Star Complexity of Parikh Images of Languages over Infinite Alphabets

TL;DR

This paper investigates the complexity of Parikh images of languages over infinite alphabets, showing bounds for one-register automata and disproving conjectures for multiple registers, thus demonstrating limits of Parikh's theorem in this context.

Contribution

It proves that the star-height of Parikh images for one-register automata is bounded, and shows that the conjecture fails for multiple registers and context-free languages over infinite alphabets.

Findings

Star-height of Parikh images for one-register automata is at most two.

Parikh's theorem does not hold for languages over infinite alphabets with multiple registers.

Context-free languages over infinite alphabets can have arbitrarily high star height in their Parikh images.

Abstract

It has been conjectured that the Parikh (commutative) image of every language over an infinite alphabet recognized by an automaton with registers is defined by a rational expression.
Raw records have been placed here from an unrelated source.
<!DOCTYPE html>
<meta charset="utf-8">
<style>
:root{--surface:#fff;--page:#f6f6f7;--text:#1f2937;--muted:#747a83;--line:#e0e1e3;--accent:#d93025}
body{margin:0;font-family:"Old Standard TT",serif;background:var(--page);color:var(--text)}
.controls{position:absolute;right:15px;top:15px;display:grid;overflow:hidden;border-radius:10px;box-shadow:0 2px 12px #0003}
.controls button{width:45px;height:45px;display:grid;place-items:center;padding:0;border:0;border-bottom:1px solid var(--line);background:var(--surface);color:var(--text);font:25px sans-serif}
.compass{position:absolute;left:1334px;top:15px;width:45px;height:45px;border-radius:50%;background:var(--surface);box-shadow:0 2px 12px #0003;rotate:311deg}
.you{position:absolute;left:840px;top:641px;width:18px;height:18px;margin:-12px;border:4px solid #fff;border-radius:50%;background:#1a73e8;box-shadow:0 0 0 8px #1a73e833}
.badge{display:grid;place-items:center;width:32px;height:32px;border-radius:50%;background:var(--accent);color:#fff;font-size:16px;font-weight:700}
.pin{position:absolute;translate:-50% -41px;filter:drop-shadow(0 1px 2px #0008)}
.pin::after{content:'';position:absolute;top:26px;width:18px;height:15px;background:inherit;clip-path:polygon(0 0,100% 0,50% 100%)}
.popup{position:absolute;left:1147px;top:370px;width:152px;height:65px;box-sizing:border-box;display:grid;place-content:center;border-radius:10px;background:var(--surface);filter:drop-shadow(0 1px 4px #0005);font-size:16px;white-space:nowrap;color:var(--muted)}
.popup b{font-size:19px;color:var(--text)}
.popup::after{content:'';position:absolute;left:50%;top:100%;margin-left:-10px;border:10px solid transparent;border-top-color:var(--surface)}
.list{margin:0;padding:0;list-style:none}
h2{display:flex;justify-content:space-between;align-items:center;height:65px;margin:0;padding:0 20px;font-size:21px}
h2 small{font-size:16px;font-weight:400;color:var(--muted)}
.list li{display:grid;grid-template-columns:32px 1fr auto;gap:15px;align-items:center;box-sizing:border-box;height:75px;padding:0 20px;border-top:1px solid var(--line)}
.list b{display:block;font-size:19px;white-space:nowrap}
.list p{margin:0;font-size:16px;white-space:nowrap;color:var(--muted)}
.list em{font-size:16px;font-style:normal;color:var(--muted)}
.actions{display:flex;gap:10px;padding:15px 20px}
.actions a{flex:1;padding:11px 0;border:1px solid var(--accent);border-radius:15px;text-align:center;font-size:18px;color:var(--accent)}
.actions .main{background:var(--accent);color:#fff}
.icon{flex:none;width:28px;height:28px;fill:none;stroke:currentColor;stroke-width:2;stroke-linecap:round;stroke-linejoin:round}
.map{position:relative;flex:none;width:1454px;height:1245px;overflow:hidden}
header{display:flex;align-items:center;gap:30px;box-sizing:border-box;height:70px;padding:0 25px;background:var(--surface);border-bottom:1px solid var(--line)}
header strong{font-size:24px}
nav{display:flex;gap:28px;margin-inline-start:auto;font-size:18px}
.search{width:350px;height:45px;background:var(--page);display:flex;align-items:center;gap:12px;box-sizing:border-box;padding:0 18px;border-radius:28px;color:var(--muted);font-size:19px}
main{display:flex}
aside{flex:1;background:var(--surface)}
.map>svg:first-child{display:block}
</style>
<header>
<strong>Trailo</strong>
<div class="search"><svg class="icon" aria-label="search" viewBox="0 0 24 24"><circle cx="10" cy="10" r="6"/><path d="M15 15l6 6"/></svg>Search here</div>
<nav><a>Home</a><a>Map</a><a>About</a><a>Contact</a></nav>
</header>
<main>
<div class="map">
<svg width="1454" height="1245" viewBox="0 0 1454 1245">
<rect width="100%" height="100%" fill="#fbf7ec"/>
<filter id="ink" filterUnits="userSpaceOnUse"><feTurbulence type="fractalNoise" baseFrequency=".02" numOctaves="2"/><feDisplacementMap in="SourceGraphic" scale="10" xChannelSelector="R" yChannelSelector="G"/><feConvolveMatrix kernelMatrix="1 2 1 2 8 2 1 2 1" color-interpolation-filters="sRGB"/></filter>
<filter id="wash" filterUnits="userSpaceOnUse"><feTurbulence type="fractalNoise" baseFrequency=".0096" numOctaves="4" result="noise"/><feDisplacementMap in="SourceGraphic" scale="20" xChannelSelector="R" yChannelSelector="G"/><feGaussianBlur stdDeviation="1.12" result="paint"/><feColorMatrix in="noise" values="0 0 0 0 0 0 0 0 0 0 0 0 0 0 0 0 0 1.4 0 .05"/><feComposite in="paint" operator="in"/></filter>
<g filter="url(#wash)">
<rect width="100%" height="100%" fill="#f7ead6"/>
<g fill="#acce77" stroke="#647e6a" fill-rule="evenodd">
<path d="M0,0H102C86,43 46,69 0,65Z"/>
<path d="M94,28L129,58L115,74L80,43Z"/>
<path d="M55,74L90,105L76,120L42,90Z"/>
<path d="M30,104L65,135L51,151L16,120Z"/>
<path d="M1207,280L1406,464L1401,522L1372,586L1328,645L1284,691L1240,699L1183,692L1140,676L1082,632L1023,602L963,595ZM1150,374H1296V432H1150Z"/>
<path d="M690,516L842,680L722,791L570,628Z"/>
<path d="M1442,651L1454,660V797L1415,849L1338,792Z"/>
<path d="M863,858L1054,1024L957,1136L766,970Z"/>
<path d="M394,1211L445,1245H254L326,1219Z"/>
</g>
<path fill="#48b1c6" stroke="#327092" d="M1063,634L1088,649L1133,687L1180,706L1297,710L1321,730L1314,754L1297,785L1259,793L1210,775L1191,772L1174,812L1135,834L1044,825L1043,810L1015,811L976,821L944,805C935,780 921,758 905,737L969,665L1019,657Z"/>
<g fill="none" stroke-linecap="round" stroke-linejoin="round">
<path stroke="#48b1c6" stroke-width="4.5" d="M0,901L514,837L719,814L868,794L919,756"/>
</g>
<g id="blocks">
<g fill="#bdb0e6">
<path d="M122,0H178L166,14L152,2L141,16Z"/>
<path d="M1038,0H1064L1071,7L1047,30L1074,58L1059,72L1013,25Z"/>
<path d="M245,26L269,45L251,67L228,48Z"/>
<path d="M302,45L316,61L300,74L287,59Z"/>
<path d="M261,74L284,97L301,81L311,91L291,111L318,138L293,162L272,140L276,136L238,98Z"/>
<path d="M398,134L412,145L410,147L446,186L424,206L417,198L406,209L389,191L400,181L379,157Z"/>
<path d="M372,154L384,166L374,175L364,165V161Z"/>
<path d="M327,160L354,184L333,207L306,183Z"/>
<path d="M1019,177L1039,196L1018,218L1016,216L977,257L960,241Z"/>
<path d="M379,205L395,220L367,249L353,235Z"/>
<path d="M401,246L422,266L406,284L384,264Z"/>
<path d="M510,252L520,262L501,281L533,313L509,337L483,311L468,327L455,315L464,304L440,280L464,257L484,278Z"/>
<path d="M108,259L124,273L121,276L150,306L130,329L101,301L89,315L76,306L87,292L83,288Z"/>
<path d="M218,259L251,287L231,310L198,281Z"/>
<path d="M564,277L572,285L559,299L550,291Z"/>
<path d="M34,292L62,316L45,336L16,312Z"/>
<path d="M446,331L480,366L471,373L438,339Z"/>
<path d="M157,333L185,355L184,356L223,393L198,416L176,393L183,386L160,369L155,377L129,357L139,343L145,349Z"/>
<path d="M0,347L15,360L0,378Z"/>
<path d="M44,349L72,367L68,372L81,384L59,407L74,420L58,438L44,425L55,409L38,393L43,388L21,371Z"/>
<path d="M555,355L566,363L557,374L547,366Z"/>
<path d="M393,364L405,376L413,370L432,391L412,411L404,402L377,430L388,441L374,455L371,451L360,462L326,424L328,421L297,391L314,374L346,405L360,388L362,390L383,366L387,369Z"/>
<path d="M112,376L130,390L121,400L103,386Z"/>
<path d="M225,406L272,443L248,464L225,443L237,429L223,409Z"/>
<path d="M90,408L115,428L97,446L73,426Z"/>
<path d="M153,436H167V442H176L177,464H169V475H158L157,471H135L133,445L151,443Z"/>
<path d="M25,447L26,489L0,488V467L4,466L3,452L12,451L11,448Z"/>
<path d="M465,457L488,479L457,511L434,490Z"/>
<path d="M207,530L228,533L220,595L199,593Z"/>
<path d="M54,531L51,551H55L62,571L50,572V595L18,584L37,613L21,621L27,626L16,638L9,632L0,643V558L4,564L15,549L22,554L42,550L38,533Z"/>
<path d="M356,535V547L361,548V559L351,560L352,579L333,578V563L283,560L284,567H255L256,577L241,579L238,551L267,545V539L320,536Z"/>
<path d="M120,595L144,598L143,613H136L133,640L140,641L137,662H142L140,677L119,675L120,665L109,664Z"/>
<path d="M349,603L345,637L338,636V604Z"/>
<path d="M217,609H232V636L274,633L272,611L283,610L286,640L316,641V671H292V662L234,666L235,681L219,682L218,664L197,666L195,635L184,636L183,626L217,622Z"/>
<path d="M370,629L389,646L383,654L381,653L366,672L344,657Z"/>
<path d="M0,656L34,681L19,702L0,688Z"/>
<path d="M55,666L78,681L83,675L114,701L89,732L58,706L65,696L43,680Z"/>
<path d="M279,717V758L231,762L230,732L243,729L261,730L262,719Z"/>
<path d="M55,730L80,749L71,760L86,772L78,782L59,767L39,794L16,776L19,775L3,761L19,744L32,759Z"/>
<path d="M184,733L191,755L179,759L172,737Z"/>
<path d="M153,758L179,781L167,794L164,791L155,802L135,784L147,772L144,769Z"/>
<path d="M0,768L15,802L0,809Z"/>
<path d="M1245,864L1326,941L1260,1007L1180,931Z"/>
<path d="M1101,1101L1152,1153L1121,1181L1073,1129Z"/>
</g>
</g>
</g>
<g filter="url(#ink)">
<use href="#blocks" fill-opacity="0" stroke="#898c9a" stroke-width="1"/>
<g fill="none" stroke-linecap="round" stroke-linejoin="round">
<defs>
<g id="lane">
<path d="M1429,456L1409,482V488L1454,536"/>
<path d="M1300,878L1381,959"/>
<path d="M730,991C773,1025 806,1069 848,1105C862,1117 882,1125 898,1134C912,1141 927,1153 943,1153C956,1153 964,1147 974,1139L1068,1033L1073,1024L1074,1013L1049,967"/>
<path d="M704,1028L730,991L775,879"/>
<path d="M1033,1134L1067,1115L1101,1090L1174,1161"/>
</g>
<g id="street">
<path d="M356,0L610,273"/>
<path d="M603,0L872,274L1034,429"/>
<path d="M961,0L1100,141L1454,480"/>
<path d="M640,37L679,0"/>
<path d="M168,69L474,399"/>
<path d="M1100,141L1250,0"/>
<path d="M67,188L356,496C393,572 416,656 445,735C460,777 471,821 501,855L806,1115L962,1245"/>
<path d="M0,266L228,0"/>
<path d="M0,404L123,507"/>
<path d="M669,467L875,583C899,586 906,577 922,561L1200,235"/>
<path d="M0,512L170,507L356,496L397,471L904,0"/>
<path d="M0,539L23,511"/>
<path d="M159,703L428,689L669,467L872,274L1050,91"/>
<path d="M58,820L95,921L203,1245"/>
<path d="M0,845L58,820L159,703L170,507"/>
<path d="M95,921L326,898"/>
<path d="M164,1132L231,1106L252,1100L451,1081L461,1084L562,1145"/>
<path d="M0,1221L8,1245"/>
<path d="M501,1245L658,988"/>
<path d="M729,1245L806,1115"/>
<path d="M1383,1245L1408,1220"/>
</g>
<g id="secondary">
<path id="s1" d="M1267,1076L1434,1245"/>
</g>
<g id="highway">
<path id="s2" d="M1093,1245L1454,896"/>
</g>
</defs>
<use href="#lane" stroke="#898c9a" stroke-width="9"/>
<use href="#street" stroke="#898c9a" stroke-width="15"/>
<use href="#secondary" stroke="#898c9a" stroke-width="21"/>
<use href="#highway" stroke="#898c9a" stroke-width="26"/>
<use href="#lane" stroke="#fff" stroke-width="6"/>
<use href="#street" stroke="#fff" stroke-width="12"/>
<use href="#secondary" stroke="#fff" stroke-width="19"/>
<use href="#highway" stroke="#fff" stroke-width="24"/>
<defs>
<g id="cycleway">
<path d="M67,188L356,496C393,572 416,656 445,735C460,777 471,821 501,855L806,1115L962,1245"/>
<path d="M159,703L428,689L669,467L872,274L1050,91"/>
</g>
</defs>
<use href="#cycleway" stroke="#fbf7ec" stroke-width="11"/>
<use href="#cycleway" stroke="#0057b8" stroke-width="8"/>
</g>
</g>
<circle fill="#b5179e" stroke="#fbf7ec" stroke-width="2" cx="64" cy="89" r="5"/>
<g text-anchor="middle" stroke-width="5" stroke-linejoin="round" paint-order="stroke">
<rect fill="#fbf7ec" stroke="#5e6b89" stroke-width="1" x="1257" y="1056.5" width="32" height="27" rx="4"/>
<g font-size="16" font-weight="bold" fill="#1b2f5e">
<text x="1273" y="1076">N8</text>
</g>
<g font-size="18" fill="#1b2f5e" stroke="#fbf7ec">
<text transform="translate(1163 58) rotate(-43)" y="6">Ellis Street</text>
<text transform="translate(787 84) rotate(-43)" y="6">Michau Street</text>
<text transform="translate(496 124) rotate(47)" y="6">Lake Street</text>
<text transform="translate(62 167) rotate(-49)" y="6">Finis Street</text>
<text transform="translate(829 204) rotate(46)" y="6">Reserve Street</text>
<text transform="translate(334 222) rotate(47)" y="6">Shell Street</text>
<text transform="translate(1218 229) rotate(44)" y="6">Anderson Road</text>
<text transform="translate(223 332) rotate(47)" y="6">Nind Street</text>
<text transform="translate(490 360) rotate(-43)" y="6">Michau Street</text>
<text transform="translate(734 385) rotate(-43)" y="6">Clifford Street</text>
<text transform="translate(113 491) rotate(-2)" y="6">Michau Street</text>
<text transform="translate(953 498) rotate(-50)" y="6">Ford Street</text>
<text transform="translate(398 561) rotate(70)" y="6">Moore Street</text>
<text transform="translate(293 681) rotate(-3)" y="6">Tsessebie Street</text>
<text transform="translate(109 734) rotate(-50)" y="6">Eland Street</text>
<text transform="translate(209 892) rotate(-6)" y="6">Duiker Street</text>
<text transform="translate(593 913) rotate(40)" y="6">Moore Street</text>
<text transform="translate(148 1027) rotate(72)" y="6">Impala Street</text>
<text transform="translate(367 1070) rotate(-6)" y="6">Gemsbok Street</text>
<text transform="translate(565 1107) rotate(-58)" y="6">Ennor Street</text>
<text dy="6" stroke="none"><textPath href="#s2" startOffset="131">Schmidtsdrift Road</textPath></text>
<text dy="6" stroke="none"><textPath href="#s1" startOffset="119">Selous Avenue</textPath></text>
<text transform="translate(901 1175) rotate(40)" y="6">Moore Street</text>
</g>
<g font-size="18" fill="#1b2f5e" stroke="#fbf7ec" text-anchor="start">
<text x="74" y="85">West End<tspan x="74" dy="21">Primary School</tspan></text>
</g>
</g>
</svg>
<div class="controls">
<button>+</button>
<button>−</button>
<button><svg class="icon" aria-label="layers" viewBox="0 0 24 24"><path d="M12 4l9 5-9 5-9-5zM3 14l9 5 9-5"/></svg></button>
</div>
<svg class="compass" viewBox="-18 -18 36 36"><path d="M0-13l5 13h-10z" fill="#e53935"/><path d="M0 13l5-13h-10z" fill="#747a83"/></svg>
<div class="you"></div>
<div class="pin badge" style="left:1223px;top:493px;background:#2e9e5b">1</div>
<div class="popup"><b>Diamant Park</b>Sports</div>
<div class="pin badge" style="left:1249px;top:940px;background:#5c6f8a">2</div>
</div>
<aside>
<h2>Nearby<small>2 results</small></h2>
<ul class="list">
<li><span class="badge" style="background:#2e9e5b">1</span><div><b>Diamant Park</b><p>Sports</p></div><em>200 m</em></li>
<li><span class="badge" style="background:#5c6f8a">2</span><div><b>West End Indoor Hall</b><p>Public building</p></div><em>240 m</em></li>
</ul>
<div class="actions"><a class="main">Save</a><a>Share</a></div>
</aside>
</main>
This conjecture is known to hold for all languages recognized by one-register automata. We refine this result by proving that the star-height of the Parikh image of any language recognized by a one-register automaton is universally bounded by two. Furthermore, we show that one-register context-free languages have rational commutative images of arbitrarily high star height. We then disprove the conjecture for multiple registers, as well as disprove the equivalence of commutative expressive power between context-free grammars and automata over infinite alphabets. In other words, we show that Parikh's theorem fails for infinite alphabets.